EXERCISE GOAL: Repeat the lines below exactly as written, please, from the line with "height:22px; margin:-11px; padding:0" to the line with "translate:-50% -50%; white-space:nowrap;", both lines included, and no others.

(Items from a data source)
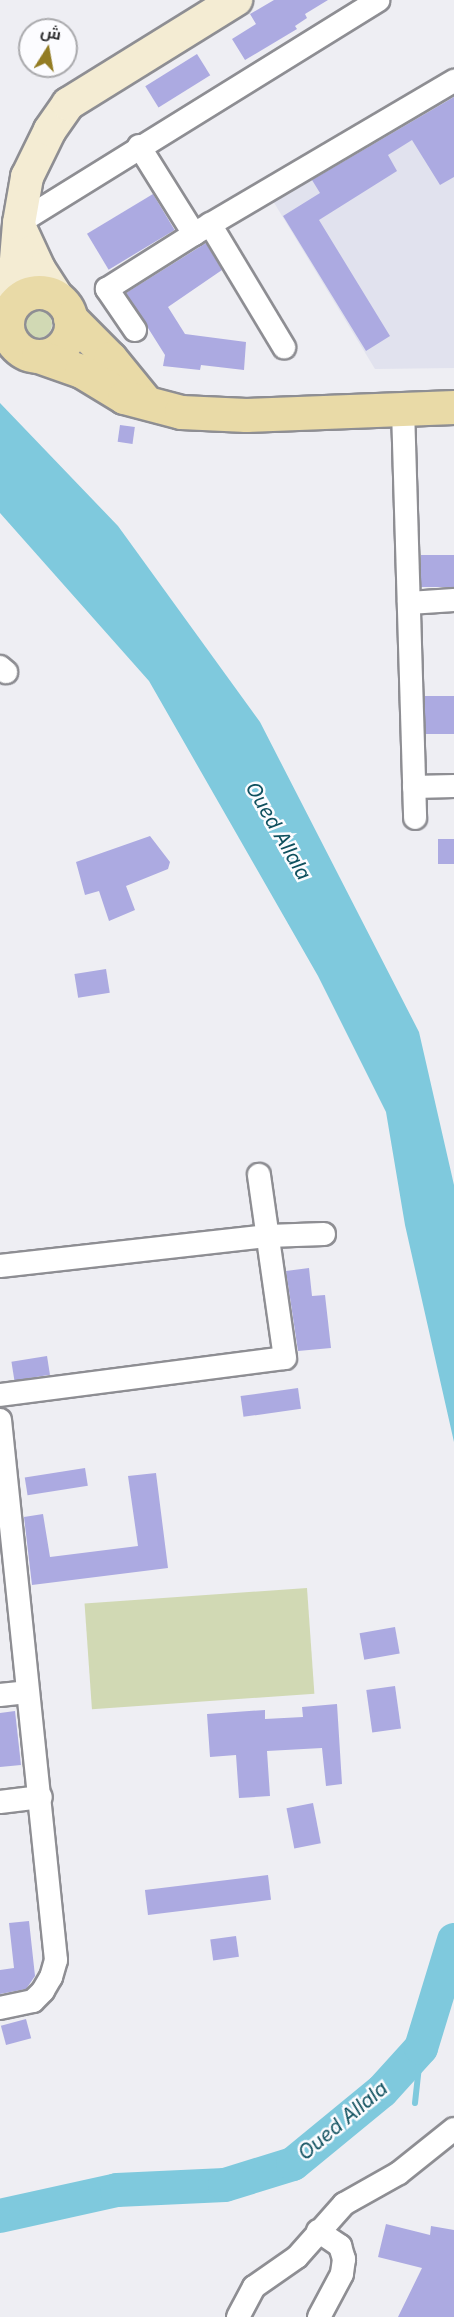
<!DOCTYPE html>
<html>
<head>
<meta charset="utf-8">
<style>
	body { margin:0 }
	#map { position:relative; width:454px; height:2317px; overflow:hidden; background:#eeeef3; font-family:Inter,Cairo,sans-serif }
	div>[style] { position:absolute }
	.built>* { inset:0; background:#e1e2ee }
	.green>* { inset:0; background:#d1d9b4; transform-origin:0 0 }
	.round { border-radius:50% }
	.water>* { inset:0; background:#7fc9dd }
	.stream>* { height:6px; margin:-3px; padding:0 3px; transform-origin:3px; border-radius:3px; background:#7fc9dd }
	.river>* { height:34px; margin:-17px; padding:0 17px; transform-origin:17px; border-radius:17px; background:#7fc9dd }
	.building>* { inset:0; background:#acaae1; transform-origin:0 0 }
	.roads { filter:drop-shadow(2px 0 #8e8e93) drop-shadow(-2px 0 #8e8e93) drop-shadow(0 2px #8e8e93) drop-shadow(0 -2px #8e8e93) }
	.street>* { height:22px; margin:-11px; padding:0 11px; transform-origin:11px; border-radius:11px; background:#fff }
	.secondary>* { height:32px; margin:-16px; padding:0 16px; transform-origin:16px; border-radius:16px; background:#f4ecd3 }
	.primary>* { height:33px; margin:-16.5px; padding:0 16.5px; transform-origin:16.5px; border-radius:16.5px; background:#e9daa7 }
	.primary>.ring { margin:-16.5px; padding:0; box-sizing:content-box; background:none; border:33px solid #e9daa7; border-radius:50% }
	span { translate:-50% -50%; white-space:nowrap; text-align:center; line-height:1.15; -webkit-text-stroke:5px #fcfcff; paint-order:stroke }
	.water-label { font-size:20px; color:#0f505e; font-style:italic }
	.north { position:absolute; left:18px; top:18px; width:60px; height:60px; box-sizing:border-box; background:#fcfcff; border:2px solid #aaaaad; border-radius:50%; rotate:11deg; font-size:16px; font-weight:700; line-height:24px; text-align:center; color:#2f2f31 }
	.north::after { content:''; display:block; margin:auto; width:21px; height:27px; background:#937c23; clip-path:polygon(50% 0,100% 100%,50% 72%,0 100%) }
</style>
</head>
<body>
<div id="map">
	<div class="built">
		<div style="clip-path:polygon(454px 92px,454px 368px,375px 369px,273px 201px)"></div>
	</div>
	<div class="green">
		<div class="round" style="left:24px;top:310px;width:28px;height:28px"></div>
		<div style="left:307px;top:1588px;width:106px;height:223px;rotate:86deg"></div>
	</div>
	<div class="water">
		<div style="clip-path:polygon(0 403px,118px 526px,260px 722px,419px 1032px,454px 1185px,454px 1442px,405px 1225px,386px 1112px,318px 976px,149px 681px,0 513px)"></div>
	</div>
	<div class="stream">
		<div style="left:415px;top:2103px;width:55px;rotate:-83.8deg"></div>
	</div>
	<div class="river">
		<div style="left:0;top:2216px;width:120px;rotate:-12.5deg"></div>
		<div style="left:117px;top:2190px;width:108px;rotate:-2.7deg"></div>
		<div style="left:225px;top:2185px;width:71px;rotate:-17.2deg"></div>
		<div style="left:293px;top:2164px;width:115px;rotate:-39.4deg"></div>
		<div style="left:382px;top:2091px;width:58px;rotate:-47.8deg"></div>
		<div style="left:421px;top:2048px;width:113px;rotate:-73deg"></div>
	</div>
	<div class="building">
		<div style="clip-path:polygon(274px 0,328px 0,305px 14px,307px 18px,295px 26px,297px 29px,245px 60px,232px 39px,256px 24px,250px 14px)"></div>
		<div style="left:197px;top:54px;width:25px;height:61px;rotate:58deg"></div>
		<div style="clip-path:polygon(454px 97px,454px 177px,440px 185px,412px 140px,388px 155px,397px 171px,319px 220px,390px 336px,366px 351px,283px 216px,320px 193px,312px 180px)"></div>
		<div style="left:153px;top:194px;width:42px;height:77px;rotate:59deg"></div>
		<div style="clip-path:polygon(206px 243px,222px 270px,168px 307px,185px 334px,246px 342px,244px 370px,201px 365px,200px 370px,163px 366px,165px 355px,126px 293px)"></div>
		<div style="left:120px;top:425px;width:15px;height:17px;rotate:8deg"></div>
		<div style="left:454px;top:555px;width:32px;height:33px;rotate:90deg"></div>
		<div style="left:425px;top:696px;width:29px;height:38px"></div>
		<div style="clip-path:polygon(150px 836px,170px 862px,168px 869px,126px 886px,135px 910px,109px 921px,99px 891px,85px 895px,76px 862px)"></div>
		<div style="left:438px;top:839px;width:16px;height:25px"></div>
		<div style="left:106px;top:969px;width:24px;height:32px;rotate:81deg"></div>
		<div style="clip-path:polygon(309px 1268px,312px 1296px,325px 1295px,331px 1348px,298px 1351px,286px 1271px)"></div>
		<div style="left:47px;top:1356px;width:19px;height:36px;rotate:81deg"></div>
		<div style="left:298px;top:1388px;width:21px;height:58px;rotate:82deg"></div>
		<div style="left:85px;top:1468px;width:18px;height:61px;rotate:81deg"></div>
		<div style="clip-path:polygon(156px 1473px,168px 1568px,32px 1585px,24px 1517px,43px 1514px,50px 1557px,138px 1546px,128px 1476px)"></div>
		<div style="left:395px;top:1627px;width:27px;height:36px;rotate:80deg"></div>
		<div style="left:395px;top:1686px;width:43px;height:29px;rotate:82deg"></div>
		<div style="clip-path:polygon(337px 1704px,342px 1784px,326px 1786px,322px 1748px,267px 1751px,270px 1796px,239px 1798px,236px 1755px,210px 1757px,207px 1714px,265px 1710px,265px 1719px,303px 1717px,302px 1707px)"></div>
		<div style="clip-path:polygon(15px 1711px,21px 1765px,0 1767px,0 1713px)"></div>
		<div style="left:313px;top:1803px;width:41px;height:27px;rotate:79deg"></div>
		<div style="left:268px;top:1875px;width:25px;height:124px;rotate:83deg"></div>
		<div style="clip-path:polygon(29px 1921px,35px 1976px,26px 1989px,0 1994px,0 1970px,14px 1968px,9px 1923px)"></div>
		<div style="left:236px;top:1936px;width:21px;height:26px;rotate:82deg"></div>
		<div style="left:26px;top:2019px;width:20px;height:26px;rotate:75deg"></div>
		<div style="clip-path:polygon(386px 2224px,430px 2235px,431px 2226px,454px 2230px,454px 2317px,398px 2317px,422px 2268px,378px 2257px)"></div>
	</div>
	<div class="roads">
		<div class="street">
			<div style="left:139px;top:146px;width:104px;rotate:58deg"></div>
			<div style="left:19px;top:223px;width:423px;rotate:-31.8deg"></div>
			<div style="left:210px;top:224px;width:144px;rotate:59deg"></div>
			<div style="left:135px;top:330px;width:50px;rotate:-124.3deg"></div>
			<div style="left:107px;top:289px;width:103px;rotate:-32.3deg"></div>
			<div style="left:194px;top:234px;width:302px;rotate:-30.5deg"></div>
			<div style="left:403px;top:409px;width:409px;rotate:88.3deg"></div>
			<div style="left:409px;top:603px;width:45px;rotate:-3.8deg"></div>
			<div style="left:0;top:667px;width:8px;rotate:40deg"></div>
			<div style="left:414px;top:787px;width:40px;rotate:-1.4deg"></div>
			<div style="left:0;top:1266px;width:270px;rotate:-6.4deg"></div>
			<div style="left:268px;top:1236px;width:56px;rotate:-2deg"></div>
			<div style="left:0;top:1395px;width:287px;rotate:-7.4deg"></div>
			<div style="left:285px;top:1358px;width:185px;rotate:-98.1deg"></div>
			<div style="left:0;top:1420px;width:543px;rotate:84.08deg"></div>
			<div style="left:56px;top:1960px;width:18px;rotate:106deg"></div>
			<div style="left:51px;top:1977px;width:16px;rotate:120deg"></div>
			<div style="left:43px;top:1991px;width:14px;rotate:135deg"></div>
			<div style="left:33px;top:2001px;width:34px;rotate:168deg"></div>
			<div style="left:0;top:1695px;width:27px;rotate:-6deg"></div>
			<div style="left:0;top:1802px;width:41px;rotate:-7deg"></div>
			<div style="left:318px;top:2231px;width:27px;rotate:34deg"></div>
			<div style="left:340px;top:2246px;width:14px;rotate:73deg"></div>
			<div style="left:344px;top:2259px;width:15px;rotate:98deg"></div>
			<div style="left:342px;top:2274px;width:49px;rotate:118.1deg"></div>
			<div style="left:238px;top:2317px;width:34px;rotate:-62deg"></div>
			<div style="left:254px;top:2287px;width:52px;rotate:-34.9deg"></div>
			<div style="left:297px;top:2257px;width:71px;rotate:-48.4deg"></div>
			<div style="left:344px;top:2204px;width:63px;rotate:-29.4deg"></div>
			<div style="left:399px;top:2173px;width:70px;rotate:-38.7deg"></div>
		</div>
		<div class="secondary">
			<div style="left:21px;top:230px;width:43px;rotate:65.2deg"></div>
			<div style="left:39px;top:269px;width:33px;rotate:57deg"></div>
			<div style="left:12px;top:307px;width:84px;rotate:-85.2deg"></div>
			<div style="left:19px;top:223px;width:47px;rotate:-80.1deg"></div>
			<div style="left:27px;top:177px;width:52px;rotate:-63.9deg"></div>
			<div style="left:50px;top:130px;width:32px;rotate:-55deg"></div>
			<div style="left:68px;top:104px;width:198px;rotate:-31.8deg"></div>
		</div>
		<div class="primary">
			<div class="ring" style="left:7px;top:292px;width:31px;height:31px"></div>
			<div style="left:70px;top:318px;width:57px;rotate:45deg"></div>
			<div style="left:110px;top:358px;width:57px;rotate:50.7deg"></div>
			<div style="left:38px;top:356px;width:46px;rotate:19.2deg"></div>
			<div style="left:81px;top:371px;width:50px;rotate:31.2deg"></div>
			<div style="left:124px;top:397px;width:59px;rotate:14.7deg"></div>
			<div style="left:181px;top:412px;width:65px;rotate:2.6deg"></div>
			<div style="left:246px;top:415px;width:208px;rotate:-2.2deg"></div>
		</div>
	</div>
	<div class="water-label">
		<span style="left:278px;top:831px;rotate:60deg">Oued Allala</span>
		<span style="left:343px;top:2121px;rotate:-40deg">Oued Allala</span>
	</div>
	<div class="north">ش</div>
</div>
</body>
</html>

EXERCISE ANSWER:
	.street>* { height:22px; margin:-11px; padding:0 11px; transform-origin:11px; border-radius:11px; background:#fff }
	.secondary>* { height:32px; margin:-16px; padding:0 16px; transform-origin:16px; border-radius:16px; background:#f4ecd3 }
	.primary>* { height:33px; margin:-16.5px; padding:0 16.5px; transform-origin:16.5px; border-radius:16.5px; background:#e9daa7 }
	.primary>.ring { margin:-16.5px; padding:0; box-sizing:content-box; background:none; border:33px solid #e9daa7; border-radius:50% }
	span { translate:-50% -50%; white-space:nowrap; text-align:center; line-height:1.15; -webkit-text-stroke:5px #fcfcff; paint-order:stroke }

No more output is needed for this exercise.